Because during the transition process, the system variable you want to

change over time, thus describing the system appears not only in

mathematical model of dynamic characteristics of the variable itself, but also

contain all order derivatives of these variables, so the system of dynamic

equations are differential equations, it is the most basic form representing

mathematical model of the system.

Basic concepts of mathematical models

Bio-inspired soft robot _ slow response

• First, analysis, starting from the physical or chemical

laws, establishing mathematical model and

experimental verification

• Two is an experimental method, by adding a certain

forms of input signals to the system or component,

evaluating output response for system or component,

building mathematical models.

• This lesson uses analysis

Control system modeling approach

• Inexact: Theoretically none can be absolutely accurate

mathematical expressions to describe a system because,

in theory, any system is nonlinear, time and distribution

parameters change, the random factors are present, the

more complex the system, the situation is more

complicated.

• Simplification: Ignore secondary factors, seize the

main problem for modeling, quantitative analysis.

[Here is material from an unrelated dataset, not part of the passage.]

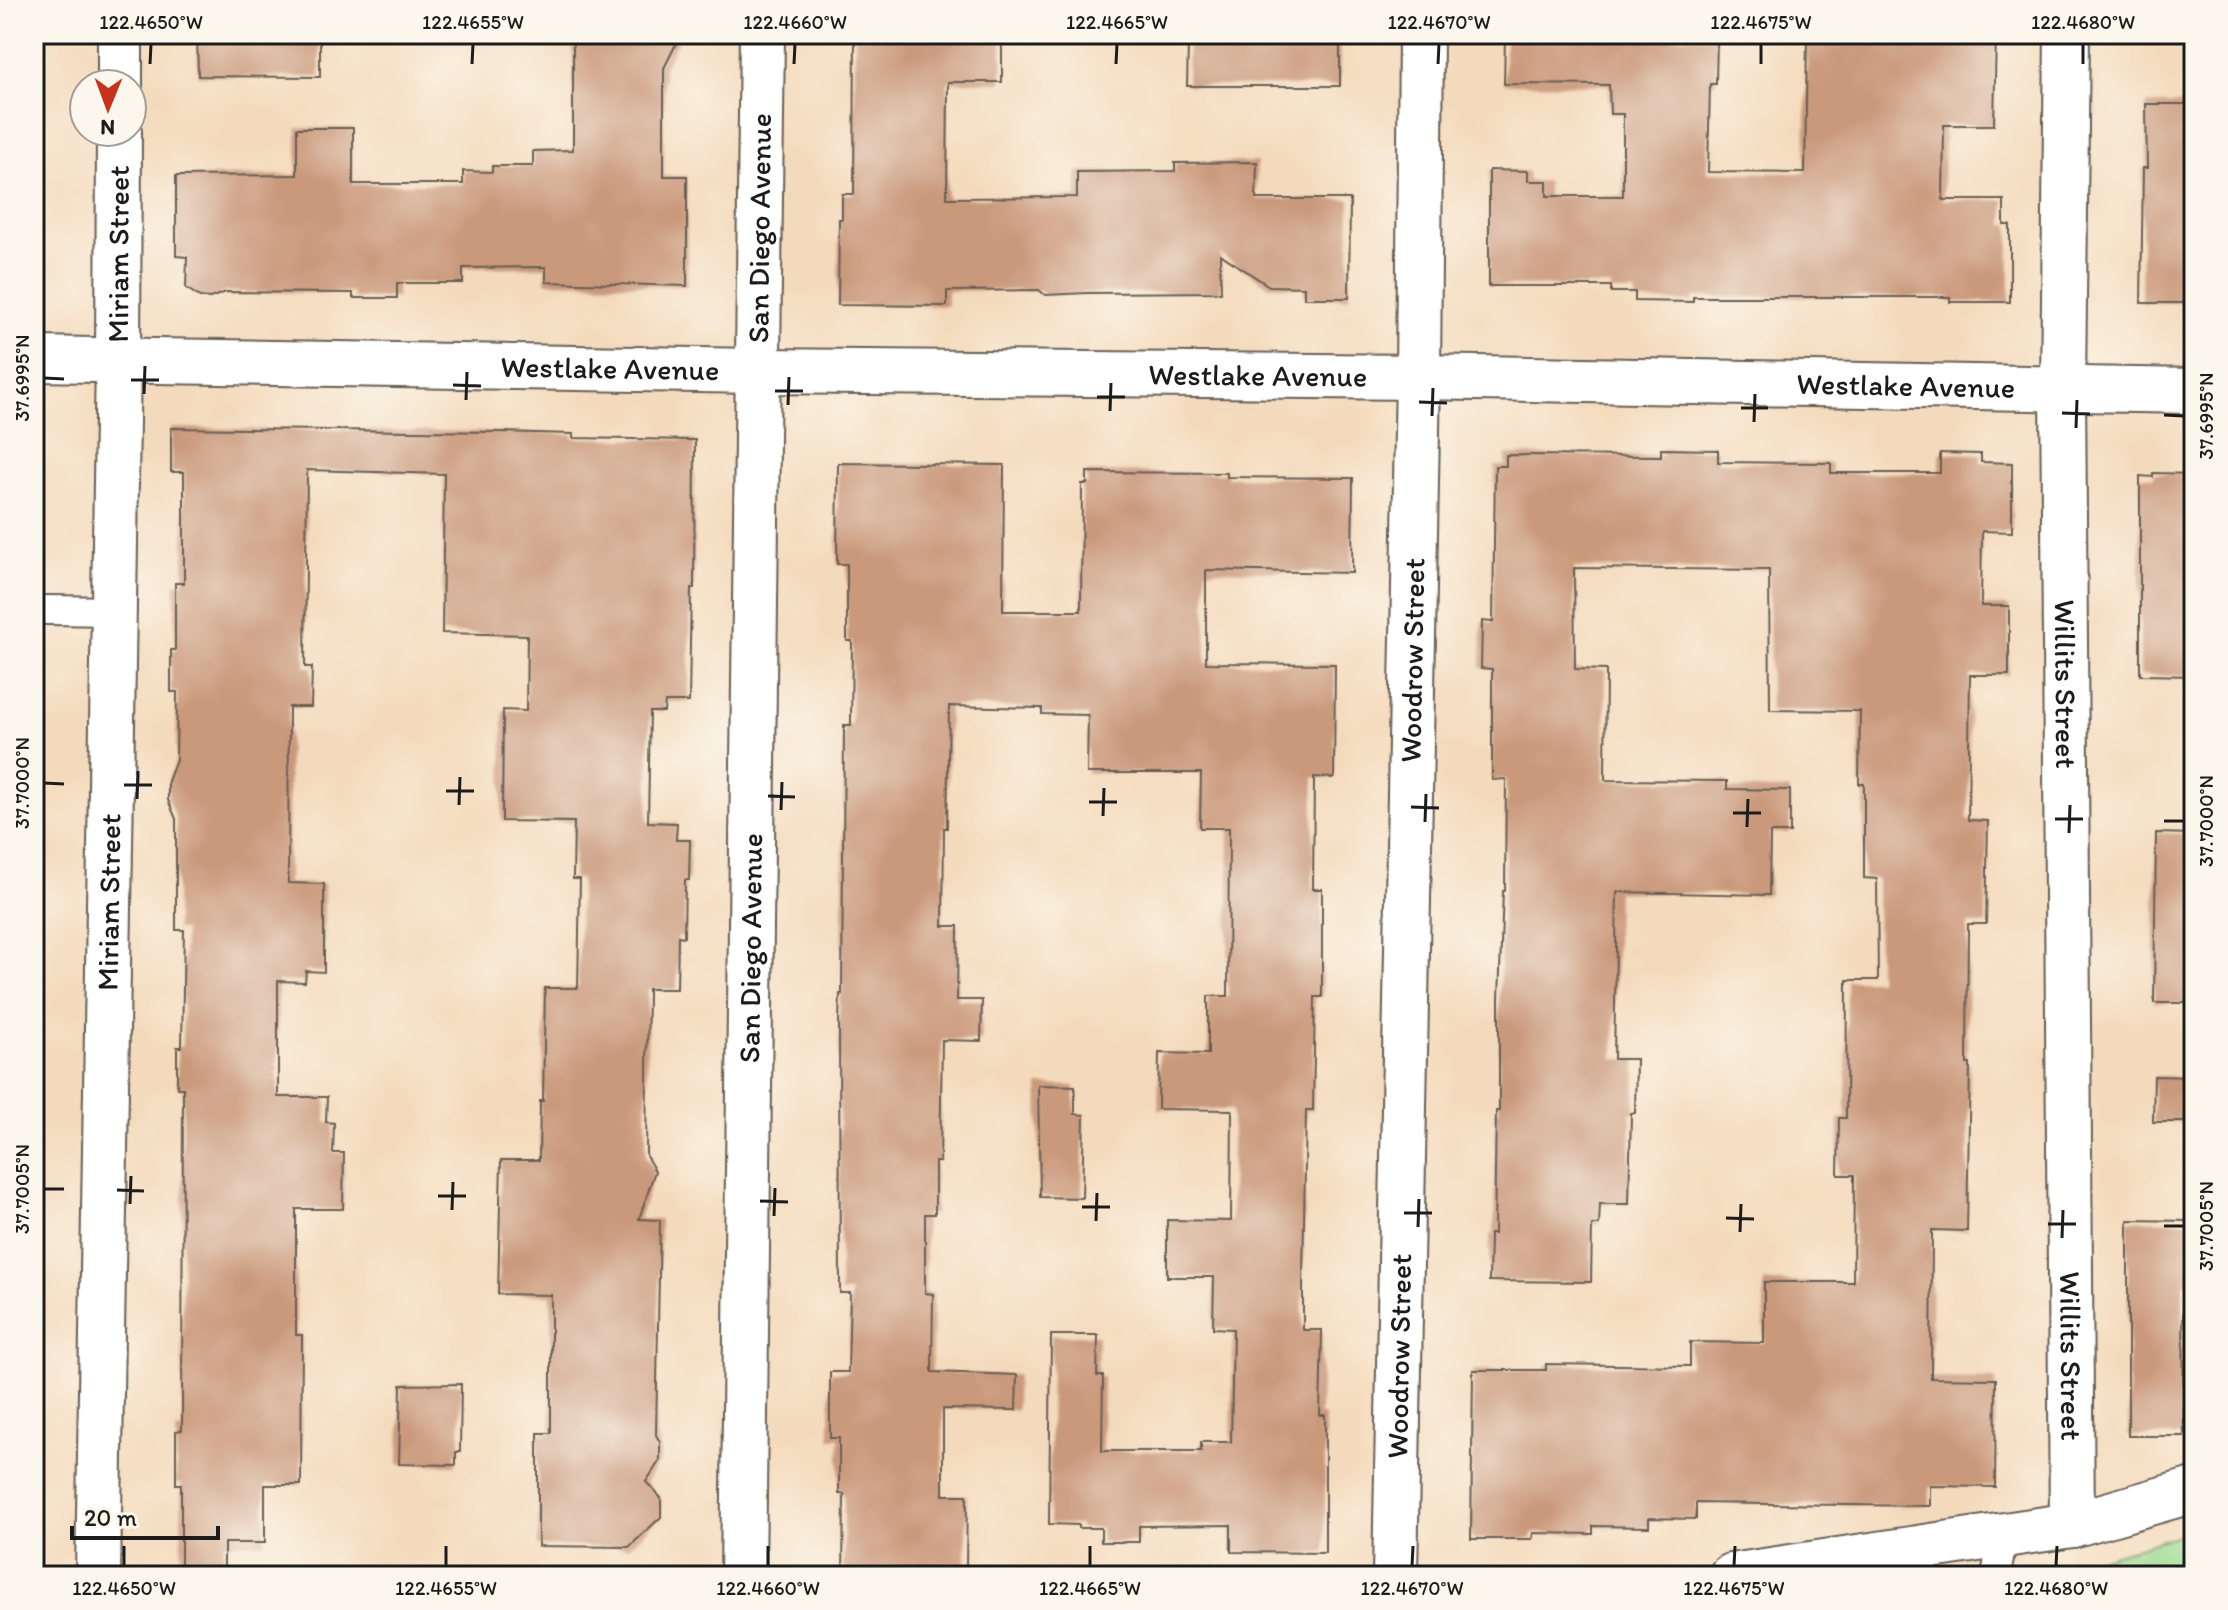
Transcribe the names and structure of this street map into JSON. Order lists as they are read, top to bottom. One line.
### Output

Principle of establishing mathematical models

• Mathematical model is divided into:

– Time Domain Model

– Complex domain model

– Frequency domain model

• Time domain model:

Advantages: it is describes the control system in the time domain, and has the

advantage of an intuitive, accurate, all of the responses and can provide

the system time information.

Disadvantages: complex; hard to find system of structure parameters on

performance of control system of general rules, cannot find improvement

program is not easy on the system analysis and design.

Mathematical Model Types

Complex domain models:

It includes the transfer function and structure of the system. It demonstrates

its characteristic of the system and of the input signal;It not only characterize the

dynamic performance of the system, but can also affect the structure or the study of

changes in system parameters on system performance

Frequency domain model:

Describes the frequency characteristics of the system, with a clear

physical meaning, experimental methods are available to determine.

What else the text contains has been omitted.